Flawed gender equality efforts
Her experiences show that despite earning her seat in the top office, she wasn’t immune to the persistent biases around gender.
She commended ongoing efforts to overcome them and the progresses that the business world have made. However, she is quick to point that despite good intentions, most efforts are still “100% focused on fixing the women”.
“Some organisations are still focused on women’s training, networking, trying to make women to step forward and be more confident and all those kinds of things,” she said. “Not realising that…[they] need to structure their organisation [and send] a message to women.”
And while organisations work out the most effective way to tackle the problem, on the ground, stereotypes like the ‘queen bee syndrome’ persist.
“One of the biases that distresses me the most is this concession that women who make it don’t reach out and help other women,” she said.
She said the “commonly believed” stereotype is unfounded. Quoting a study by academics from the University of Maryland and Columbia Business School, it was found that once a woman achieved a senior management post, it became 51% less likely for another woman to achieve a similar position.

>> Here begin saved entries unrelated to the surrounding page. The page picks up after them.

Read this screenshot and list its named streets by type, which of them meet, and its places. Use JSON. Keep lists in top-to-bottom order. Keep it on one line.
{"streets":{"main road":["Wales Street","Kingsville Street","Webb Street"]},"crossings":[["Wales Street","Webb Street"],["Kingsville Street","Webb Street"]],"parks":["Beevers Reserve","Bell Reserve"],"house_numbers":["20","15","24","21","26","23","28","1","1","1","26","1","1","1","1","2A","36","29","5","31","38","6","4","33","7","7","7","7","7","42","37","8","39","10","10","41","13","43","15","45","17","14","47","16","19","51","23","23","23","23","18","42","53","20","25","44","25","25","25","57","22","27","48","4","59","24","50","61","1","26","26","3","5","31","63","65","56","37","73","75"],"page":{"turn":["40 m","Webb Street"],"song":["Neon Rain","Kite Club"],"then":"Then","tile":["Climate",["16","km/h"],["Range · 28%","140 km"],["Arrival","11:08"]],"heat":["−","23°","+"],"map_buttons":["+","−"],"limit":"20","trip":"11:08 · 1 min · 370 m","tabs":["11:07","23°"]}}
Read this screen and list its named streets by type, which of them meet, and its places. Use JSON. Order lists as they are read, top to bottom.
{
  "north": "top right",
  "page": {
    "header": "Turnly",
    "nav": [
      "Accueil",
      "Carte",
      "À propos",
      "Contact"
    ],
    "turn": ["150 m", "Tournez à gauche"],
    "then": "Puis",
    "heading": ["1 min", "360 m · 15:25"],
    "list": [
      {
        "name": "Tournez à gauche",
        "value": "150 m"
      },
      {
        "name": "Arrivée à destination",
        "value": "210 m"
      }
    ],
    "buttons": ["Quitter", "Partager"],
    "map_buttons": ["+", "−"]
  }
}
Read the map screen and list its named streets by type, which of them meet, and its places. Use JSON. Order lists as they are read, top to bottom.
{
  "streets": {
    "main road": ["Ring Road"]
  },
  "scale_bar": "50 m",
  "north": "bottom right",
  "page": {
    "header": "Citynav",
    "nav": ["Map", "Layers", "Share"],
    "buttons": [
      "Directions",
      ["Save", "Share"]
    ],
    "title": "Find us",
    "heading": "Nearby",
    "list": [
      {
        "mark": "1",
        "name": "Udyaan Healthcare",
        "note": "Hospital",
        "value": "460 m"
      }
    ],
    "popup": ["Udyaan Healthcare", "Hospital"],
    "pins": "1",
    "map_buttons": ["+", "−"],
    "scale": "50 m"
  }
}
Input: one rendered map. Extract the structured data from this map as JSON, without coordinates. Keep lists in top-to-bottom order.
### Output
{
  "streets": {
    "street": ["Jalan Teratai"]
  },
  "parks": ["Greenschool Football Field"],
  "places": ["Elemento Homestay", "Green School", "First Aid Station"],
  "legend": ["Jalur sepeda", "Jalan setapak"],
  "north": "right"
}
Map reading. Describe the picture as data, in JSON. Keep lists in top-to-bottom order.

The real reason behind it? The study found that there wasn’t always a second female senior leader because the male chief executive who promoted her “thought he had fixed the gender problem by bringing on one woman” and considered it a “ticked box” for the diversity agenda.
Quick tips for leaders and diversity champions
Instead of looking for quick fixes, Gillard shared some tips all leaders can tap on to get through the long journey towards their goals.
Be clear of your purpose and write it down
Amongst the whirlwind of pressures as a leader, Alan Milburn, a former UK minister and Gillard’s friend gave her this sound advice:
“I know it's hard, I know every minute’s precious, but you’ve got to carve out something and you've got to write down what is the purpose of the government you’ll lead. Get really clear about the government’s purpose. And keep that sheet of paper with you. On the hardest of days, reach for it and it will steady you, it will get you back on course.”
Find time to reflect on the bigger picture
Everything seems urgent now with tech ping-ing us 24 hours a day. But despite the day-to-day “busyness”, Gillard said it’s vital to find a time to regroup and have a moment of self-reflection on the questions that will matter in 5, 10 or 15 years’ time.
Find a sturdy “sense of self” to combat criticism
Besides helpful constructive criticism, Gillard suggested making the deliberate decision to focus on your sense of self to avoid being hurt by any cruel critics.
“We all got to make a decision about how much of that kind of toxicity we let get into our heads and into our hearts,” she said.
“I've had to make that decision as deputy prime minister and prime minister, where day after day I would see a great deal of cruelty, seen about in social media or very hard-hearing critics [and] the traditional media. And to make a decision about, ‘is my sense of self something that I own or have I made it hostage to others.”